Frackfreecolorado.org is far from unbiased and hence a terrible source to quote "facts" from. Lets think critically about this at least.



its sad how all this propaganda distorts the big picture. until the public knows of the motives of our leaders we will continue to maliciously violate eachothers beliefs, because that is what we have been trained to do. fracking is totally a free ride on our grandkids but our government has been doing this same thing for over a century now disguising there agendas through propaganda and ultimately blatent manipulation. its hard for a person to look past what is often called human nature, or deny that there problems where caused by anyone other than themselves and blame it on there genetics. the value of life has been degraded to the worthlessness of a dollar. hell wal-mart sells groceries, the very substance of our being, do you really think the general public is on the top of there priority list. People reduce everything to fads as we have been progammed to do, to hold jealousy and greed above all else.
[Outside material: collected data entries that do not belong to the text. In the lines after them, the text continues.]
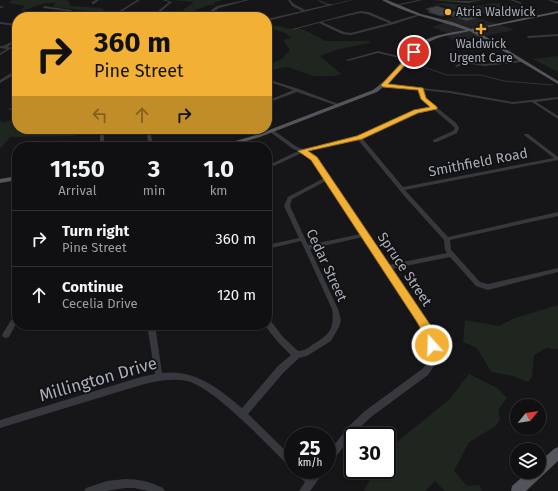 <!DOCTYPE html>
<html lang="en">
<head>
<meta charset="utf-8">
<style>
	:root { --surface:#101012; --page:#1e1e20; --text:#f1f3f6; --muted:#9c9d9f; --line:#303032 }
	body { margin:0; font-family:"Fira Sans",sans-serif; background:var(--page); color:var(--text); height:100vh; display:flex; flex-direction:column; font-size:15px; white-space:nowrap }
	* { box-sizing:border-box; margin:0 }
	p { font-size:13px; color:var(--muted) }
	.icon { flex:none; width:22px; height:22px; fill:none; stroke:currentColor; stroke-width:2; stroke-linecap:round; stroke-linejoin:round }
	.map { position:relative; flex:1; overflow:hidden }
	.sheet { position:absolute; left:12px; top:142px; width:260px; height:188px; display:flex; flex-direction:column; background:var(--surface); border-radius:16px; box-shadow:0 1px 3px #0004,0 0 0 1px var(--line) }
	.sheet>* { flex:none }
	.banner { position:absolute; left:12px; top:12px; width:260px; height:122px; border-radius:16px; box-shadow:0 1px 3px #0004,0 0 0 1px var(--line); background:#f2b134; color:#111; overflow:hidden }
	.needle { width:26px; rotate:60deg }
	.controls { position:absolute; left:510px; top:399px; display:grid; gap:8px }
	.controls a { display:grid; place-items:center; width:36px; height:36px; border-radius:50%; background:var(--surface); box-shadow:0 1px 3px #0004,0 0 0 1px var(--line); font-size:20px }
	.speed { position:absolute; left:284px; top:427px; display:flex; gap:8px; font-size:20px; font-weight:700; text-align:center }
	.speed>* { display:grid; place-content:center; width:52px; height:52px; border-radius:50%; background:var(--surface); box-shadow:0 1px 3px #0004,0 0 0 1px var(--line); line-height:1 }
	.speed small { font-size:10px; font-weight:400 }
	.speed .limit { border:2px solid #111; border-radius:6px; background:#fff; color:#111 }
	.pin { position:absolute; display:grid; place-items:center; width:34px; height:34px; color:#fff; margin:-17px; border:2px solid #fff; border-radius:50%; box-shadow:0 1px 4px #0007 }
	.me { position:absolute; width:44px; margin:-22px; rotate:340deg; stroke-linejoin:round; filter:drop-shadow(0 0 3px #0008) }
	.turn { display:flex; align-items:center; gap:14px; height:84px; padding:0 16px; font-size:18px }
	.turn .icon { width:52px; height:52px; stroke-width:2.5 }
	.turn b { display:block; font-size:28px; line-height:34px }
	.lanes { display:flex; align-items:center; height:38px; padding:0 16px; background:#0003; justify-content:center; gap:20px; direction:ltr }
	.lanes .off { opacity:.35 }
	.eta { display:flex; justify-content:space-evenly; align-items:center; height:68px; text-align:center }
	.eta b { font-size:24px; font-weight:700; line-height:28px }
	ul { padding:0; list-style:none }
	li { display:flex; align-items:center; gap:12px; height:56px; padding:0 16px; border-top:1px solid var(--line) }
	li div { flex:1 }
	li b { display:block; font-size:15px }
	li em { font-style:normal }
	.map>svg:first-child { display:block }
</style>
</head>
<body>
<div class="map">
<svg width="558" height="491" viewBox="0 0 558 491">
	<rect width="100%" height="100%" fill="#161618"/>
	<path fill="#222225" d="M466,14L491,22L515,30L457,41L447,37L452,35L432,27L444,23L439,21Z"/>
	<g fill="#1e261f">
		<path d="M12,0H64L69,1L70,6L101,8L107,13L100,14L95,17H80L89,11L53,7L56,3C45,1 31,8 20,12L24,6L9,3Z"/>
		<path d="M171,0H223L213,3L216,5C201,4 198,12 186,13L183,10L194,2Z"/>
		<path d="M445,3L477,6L494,3L525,8H508L489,12L494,14L462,13V12L445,6L432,4Z"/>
		<path d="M270,26H279L289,29H302L326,41H369L370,43L339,49L320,56L341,74L334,76H314L287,67L267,71V66L282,59L290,50L283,40L291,38L285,33L269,28Z"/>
		<path d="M558,56V72L533,59Z"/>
		<path d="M0,116L1,122L17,120V129H76V136L10,137L0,149Z"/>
		<path d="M558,305V349L547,348L534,355L532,377L528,382L513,376L491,372L477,348L463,342L465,320L499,326L515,318Z"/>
		<path d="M469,374L497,388L507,398L498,410L500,419L496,426L469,442L454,471L467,486L479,485L482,491H445L435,481L425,491H364L375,470H387V450L450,399Z"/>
	</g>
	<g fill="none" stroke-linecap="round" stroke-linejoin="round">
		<path stroke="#2c353c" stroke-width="1" d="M409,62L447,75H481L504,81L553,85"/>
	</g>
	<path fill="#404145" stroke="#303034" d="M437,6L449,10L476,18L467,21L449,15L441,16L428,12L431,11L426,9Z"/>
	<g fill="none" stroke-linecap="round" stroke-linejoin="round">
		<g fill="#37383d" fill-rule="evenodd">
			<path d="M96,0H99L94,4H92V2Z"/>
			<path d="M137,0H140L113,17H110Z"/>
			<path d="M162,0H166L172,2L154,17H151L169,2Z"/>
			<path d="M245,0H249L219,8L205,17H202L217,6Z"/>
			<path d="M288,0H290L294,4L305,10L327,5L317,0C322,0 325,4 330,4C335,5 346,0 353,0L267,21V19L302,11L292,6Z"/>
			<path d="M418,0H423L396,6L395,5Z"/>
			<path d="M432,0L467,1L483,0L467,3Z"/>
			<path d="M510,0H514L522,3L521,4Z"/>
			<path d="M548,0H551L558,2V4Z"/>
			<path d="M0,6L5,7L0,8Z"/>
			<path d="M44,6L71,10L72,11L61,17H58L68,11L43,8Z"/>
			<path d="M360,11L369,12L392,22L420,14L421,15L394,24L351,35L342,34L319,23L293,30L292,29ZM360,13L367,14L389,23L351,33L344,32L322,22Z"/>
			<path d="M0,22L17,24V26L0,24Z"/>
			<path d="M558,34V36L528,38L527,37L528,36Z"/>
			<path d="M17,39V41L7,47L17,48V50L10,49L0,55V53L7,49L0,48V46H3Z"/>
			<path d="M378,51L410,59L408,60L378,53L348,61L346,60Z"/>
			<path d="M463,53L467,55L463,61L485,64L522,60L524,61L522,62L485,66L462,63L460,66L456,67L455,66L458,64L463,55L461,54Z"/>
			<path d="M16,70H17V73L0,83V80Z"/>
			<path d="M267,79L299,89L341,105L338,106L297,92L267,103V101L293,90L267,81Z"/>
			<path d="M382,84L450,91L513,102L558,97V99L536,102L558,116V119L532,102L513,104L450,93L423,90L425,98L456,123L459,128L457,133L437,142H433V140L453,131L455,128L452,125L433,109L417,112L362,138L403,187L554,158L524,135V134H528L558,157V160L405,190L448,237L558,212V216L450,240L451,250L453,252L480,282L488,284L558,268V272L488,290L476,286L450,257L391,269L423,317L435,338L437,352L434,366L428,375L371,417L356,431L330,464L327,466V454L350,425L365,411L422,369L427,364L429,352L427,338L419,321L363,237L310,249L338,309L341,320L339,327L331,341L307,356L299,358L284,372L248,414L293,458V469L290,467C267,444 244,420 218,399C209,392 198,384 187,381C171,378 156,381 141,385L0,428V420L141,377L155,374L147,325H155L162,373C195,369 218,388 242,408L278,366L291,355C281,346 272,336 265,325H267V319L270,320L283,337L298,351C304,351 308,348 312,345C329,335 335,329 332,309L301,241L267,249V245L299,238L284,206L288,197L324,178L308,155L302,153L267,169V166L298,151L293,149L269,131L273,130L297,147L303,149L358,137L415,110L431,107L421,99L419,90L383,86H382ZM358,140L407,199L444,240L445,250L447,253L388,265L316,158L312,153L307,151ZM326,181L361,234L308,245L290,206L292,199Z"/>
			<path d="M17,107V109L10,110L8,109Z"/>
			<rect x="100" y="129" width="4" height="18"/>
			<path d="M146,129H150L153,147H149Z"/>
			<path d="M17,313V322L9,337L6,338L3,337L2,335L3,333L15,314Z"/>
			<path d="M294,470H306L310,475L314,470H325L323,473L310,491H299L305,482L296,473Z"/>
			<path d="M125,479C139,479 151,482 163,488L165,491H148L134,488H125L106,491H84L86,488L107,481Z"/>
		</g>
		<g fill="#53555c" fill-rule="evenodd">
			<path d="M382,0H387L421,14L452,22L471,29L558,11V13L475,30L558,81V84L470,31C458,34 442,35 431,41C408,52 397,78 377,92L260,137L225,147H215L256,135L373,90C393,77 410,45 430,38C441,34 455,32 466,30C439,20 408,15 382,0Z"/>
			<path d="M17,176V180L0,183V179Z"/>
			<path d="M558,447V461L526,491H511L512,486L528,472H539V462L554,449Z"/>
		</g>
	</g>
	<path fill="#f2b134" stroke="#9d7322" d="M413,51L417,52L388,84L423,88L426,98L437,107V109L418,113L362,139L308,151L317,157L431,326L438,345L436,348L432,350L428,348L422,331L417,322L311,160L298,151L357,136L414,110L430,107L421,99L418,90L383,87L381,85Z"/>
	<g fill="#f2b134" stroke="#111113" stroke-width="1.5">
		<circle cx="448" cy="12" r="4"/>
		<path d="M479 23h4v4h4v4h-4v4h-4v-4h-4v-4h4z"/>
	</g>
	<g text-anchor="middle" stroke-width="3.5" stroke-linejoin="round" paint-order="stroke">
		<g font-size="12" fill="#a8adb8" stroke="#111113" text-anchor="start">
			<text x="456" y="16">Atria Waldwick</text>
			<text x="481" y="48" text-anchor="middle">Waldwick<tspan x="481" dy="14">Urgent Care</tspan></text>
		</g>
		<g font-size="14" fill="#a8adb8" stroke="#111113">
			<text transform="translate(478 162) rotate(-11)" y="5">Smithfield Road</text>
			<text transform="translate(327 265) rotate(65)" y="5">Cedar Street</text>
			<text transform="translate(405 269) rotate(56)" y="5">Spruce Street</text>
		</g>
		<g font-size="17" fill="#a8adb8" stroke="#111113">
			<text transform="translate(98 379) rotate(-16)" y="6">Millington Drive</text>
		</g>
	</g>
</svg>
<div class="controls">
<a><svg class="needle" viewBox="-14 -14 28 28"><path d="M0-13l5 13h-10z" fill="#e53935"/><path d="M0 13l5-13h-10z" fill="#9c9d9f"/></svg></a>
<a><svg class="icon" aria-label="layers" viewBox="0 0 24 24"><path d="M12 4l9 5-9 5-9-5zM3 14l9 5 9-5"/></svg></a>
</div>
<div class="speed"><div>25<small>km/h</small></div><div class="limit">30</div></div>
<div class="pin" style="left:414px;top:52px;background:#d93025"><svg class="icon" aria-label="arrive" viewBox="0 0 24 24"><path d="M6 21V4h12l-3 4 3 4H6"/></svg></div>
<svg class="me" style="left:432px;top:345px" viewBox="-20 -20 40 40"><circle r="17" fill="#f2b134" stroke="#fff" stroke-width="3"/><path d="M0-11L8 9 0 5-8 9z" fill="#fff"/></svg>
<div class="banner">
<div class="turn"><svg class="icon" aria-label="right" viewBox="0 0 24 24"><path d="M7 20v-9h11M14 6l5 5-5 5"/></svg><div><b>360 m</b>Pine Street</div></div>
<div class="lanes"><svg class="icon off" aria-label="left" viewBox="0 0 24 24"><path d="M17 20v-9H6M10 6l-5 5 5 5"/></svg><svg class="icon off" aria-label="ahead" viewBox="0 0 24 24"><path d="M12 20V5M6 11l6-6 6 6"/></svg><svg class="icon" aria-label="right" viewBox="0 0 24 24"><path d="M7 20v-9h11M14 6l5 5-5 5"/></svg></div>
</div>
<section class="sheet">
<div class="eta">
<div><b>11:50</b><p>Arrival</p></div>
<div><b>3</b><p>min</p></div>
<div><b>1.0</b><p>km</p></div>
</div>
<ul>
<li><svg class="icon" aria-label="right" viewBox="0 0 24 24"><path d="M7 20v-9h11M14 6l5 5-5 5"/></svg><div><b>Turn right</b><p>Pine Street</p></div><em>360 m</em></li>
<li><svg class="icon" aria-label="ahead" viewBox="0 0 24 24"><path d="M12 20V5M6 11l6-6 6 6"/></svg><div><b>Continue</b><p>Cecelia Drive</p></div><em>120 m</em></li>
</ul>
</section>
</div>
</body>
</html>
Its just sad that there is such a tie down of intelegence. intelectual property is close to monopoly with obama sliding through the TPP treaty under everyones noses. yet there are still people educating the public on there opinions or what they read based on someone elses opinions in a book. what ever happened to thinking for ourselves and loving our neighbor as our selves, be the change you want to see in the world. we just need to stop destroying life when its only there to help us. fracking is in the best interest of big oil companies who have harassed and suppressed every proof of free energy, yeah its not a dream its been done many many times. im sure exxon or shell has a pretty sweet vault of hundreds of patents for free energy. in the end the issue is we have been programmed to suppress and harass any ideas not in conjuction with our own and we are programmed as soon as our deadbeat parents sit us infront of the tv because they obviously have something more important than another human life, and it is then that we turn our parenting over to the media. good luck trying to explain what human nature when these kids are all grown up. but we have to keep the american dream alive! Cancer by 30!! whoo hoo thank you monsanto and big biz just what i always wanted o and while your at it id love to have a fracking site in my backyard just so i can insure my kids develope a terminal illness but as long as co2 emmissions are reduced then who needs kids. sound like a sound mentality?